Afin de lui permettre de mener à bien ses missions, le Règlement Général sur la Protection des Données (RGPD) octroie au Délégué à la Protection des Données un statut pour le moins singulier.

Ce texte communautaire est toutefois peu précis, voire contredit par les législations nationales des États membres de l’Union européenne (UE).

Dans une décision récente du 21 octobre 2022, le Conseil d’État est venu apporter quelques clarifications bienvenues[2]. De quoi remettre les organismes sur le droit chemin…

 

►QUOI ? Petit rappel des textes

D’après le Règlement Général sur la Protection des Données, les Délégués à la Protection des Données doivent « être en mesure d’exercer leurs fonctions et missions en toute indépendance » [Considérant 97].

Cette indépendance trouve d’abord un sens dès le début de la collaboration du DPO avec l’organisme. En effet, le choix de ce bras droit n’est pas totalement libre. Il doit être désigné en raison de son expertise juridique et technique en matière de protection des données à caractère personnel.

Quant à l’indépendance du DPO durant l’exécution et la rupture de sa collaboration avec son employeur, celle-ci est encadrée par l’article 38(3) du RGPD, qui prévoit que :

Le responsable du traitement et le sous-traitant veillent à ce que le délégué à la protection des données ne reçoive aucune instruction en ce qui concerne l’exercice des missions. Le délégué à la protection des données ne peut être relevé de ses fonctions ou pénalisé par le responsable du traitement ou le sous-traitant pour l’exercice de ses missions.
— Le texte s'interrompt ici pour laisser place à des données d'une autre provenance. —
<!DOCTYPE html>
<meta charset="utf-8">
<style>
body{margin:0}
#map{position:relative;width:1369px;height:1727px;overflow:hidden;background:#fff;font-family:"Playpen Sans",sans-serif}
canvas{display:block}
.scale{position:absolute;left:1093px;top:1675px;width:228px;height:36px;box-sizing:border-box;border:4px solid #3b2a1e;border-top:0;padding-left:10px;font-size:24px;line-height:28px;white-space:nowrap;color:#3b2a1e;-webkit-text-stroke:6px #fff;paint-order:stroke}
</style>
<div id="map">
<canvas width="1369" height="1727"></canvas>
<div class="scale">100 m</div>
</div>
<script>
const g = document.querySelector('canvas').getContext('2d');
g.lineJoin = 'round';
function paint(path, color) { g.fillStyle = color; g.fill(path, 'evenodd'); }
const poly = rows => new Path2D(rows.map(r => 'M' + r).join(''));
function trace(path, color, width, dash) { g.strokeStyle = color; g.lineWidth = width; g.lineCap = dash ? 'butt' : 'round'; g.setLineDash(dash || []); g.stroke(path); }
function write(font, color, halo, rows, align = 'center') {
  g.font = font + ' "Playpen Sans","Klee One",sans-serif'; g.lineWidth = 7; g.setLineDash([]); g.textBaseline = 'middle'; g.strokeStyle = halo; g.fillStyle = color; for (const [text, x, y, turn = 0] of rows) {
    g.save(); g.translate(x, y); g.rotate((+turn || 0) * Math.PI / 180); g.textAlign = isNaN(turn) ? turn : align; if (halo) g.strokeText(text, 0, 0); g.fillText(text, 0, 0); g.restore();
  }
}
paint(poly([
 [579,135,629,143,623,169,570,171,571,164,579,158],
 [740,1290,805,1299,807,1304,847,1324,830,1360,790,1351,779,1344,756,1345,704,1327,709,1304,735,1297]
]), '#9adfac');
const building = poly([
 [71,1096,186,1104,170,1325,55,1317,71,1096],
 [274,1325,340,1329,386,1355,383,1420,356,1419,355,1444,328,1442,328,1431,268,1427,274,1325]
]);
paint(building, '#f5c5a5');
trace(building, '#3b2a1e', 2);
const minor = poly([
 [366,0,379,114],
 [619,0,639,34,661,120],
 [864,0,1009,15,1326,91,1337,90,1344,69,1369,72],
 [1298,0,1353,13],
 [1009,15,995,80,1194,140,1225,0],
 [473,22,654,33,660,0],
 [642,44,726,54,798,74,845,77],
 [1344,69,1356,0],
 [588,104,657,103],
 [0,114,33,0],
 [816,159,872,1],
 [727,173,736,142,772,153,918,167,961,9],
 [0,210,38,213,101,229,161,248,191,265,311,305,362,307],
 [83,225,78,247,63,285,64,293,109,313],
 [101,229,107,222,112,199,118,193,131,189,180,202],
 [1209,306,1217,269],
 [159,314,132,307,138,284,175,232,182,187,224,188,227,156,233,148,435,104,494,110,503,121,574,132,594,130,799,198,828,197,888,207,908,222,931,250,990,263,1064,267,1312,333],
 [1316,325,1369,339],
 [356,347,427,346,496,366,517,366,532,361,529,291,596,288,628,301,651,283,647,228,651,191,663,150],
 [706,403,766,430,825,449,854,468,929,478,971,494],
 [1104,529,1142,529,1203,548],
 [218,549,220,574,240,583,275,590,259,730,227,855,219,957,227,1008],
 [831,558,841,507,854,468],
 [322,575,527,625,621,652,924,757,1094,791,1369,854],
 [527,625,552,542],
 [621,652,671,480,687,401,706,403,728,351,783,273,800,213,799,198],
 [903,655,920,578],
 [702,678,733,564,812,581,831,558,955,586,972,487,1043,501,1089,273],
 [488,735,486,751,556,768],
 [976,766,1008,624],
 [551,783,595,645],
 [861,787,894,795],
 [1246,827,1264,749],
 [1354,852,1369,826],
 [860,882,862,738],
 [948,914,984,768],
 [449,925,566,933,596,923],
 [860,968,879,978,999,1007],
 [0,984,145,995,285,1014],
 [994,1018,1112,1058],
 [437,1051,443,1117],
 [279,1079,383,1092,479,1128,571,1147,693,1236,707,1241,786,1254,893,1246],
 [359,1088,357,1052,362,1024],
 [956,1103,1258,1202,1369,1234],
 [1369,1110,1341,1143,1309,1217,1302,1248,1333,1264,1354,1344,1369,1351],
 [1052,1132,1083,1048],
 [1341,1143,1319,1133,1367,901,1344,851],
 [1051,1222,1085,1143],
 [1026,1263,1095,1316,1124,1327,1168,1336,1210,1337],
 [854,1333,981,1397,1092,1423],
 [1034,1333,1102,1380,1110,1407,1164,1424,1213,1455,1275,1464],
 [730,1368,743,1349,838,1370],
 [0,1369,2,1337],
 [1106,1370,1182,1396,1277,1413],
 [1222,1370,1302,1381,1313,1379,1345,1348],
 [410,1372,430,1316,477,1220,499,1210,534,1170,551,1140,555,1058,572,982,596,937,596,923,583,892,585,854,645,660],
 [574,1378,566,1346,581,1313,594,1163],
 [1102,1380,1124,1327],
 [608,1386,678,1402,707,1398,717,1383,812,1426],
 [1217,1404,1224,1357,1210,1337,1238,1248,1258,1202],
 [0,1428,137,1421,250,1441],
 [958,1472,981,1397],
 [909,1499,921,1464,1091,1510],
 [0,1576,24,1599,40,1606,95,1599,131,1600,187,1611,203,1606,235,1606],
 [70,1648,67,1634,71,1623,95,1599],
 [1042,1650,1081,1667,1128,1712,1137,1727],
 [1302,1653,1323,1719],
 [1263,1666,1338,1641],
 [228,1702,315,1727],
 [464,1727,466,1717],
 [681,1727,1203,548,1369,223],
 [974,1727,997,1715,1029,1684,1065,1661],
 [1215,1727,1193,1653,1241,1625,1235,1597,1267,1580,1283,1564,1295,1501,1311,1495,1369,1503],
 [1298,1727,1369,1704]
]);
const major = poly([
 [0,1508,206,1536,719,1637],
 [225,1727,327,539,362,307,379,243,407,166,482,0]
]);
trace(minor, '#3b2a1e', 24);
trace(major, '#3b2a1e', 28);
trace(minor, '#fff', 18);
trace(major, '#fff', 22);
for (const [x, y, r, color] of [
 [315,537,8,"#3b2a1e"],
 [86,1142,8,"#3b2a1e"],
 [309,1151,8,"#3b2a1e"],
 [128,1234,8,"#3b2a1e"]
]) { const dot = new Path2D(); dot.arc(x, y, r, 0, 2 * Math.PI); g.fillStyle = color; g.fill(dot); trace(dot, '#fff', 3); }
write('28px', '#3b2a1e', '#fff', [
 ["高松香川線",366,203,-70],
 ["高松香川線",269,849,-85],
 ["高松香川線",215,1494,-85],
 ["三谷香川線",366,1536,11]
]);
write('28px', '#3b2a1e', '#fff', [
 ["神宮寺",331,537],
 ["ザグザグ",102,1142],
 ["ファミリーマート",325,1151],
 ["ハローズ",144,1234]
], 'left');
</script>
►QUI ? L’indépendance du Délégué à la Protection des Données interne

Le Délégué à la Protection des Données peut être interne ou externe à l’entité qui le désigne, tant qu’il répond aux critères de compétences et qu’il n’existe aucune situation de conflits d’intérêts susceptible d’entraver ses actions.

Lorsque l’organisme souhaite faire appel à l’un de ses membres, il ne peut donc pas nommer une personne investie d’un poste à responsabilités. De par ses fonctions, celle-ci est en effet nécessairement amenée à déterminer les finalités et moyens des traitements de données, autrement dit à être responsable de traitements.

Comment un Délégué à la protection des données pourrait-il aller droit au but dans ses préconisations, si les recommandations qu’il lui revient de faire s’opposent à d’autres logiques commerciales, RH ou logistiques dont il serait lui-même aussi en charge ?

Dans une entreprise ou une collectivité, le Délégué à la Protection des Données interne ne peut donc être qu’un membre du personnel du responsable de traitement, c’est-à-dire lié à lui par un contrat de travail.

Or, en droit français, le contrat de travail se définit comme « le contrat par lequel une personne physique (le salarié) s’engage à exécuter un travail sous la subordination d’une personne physique ou morale (l’employeur), en échange d’une rémunération »[3].

 

Le pouvoir juridique reconnu à l’employeur sur son salarié, du fait de ce lien de subordination, n’est-il pas incompatible avec l’indépendance du DPO interne ?

Comment le DPO interne peut-il jouer son rôle non seulement de conseil, mais de contrôle et d’alerte, s’il doit se tenir droit comme un « i » vis-à-vis de sa hiérarchie ?

 

►POURQUOI ? La recherche d’un juste équilibre entre indépendance et subordination

Choisir un DPO interne présente plusieurs avantages : connaissance approfondie du fonctionnement de l’organisme, conscience des contraintes auxquelles la structure doit faire face en matière de protection des données, meilleure disponibilité et réactivité, etc.

Puisque le DPO interne ne peut recevoir « aucune instruction en ce qui concerne l’exercice de ses missions », sa hiérarchie ne devrait avoir un droit de regard sur lui que pour l’encadrement de ses conditions de travail, et non sur le contenu de son travail.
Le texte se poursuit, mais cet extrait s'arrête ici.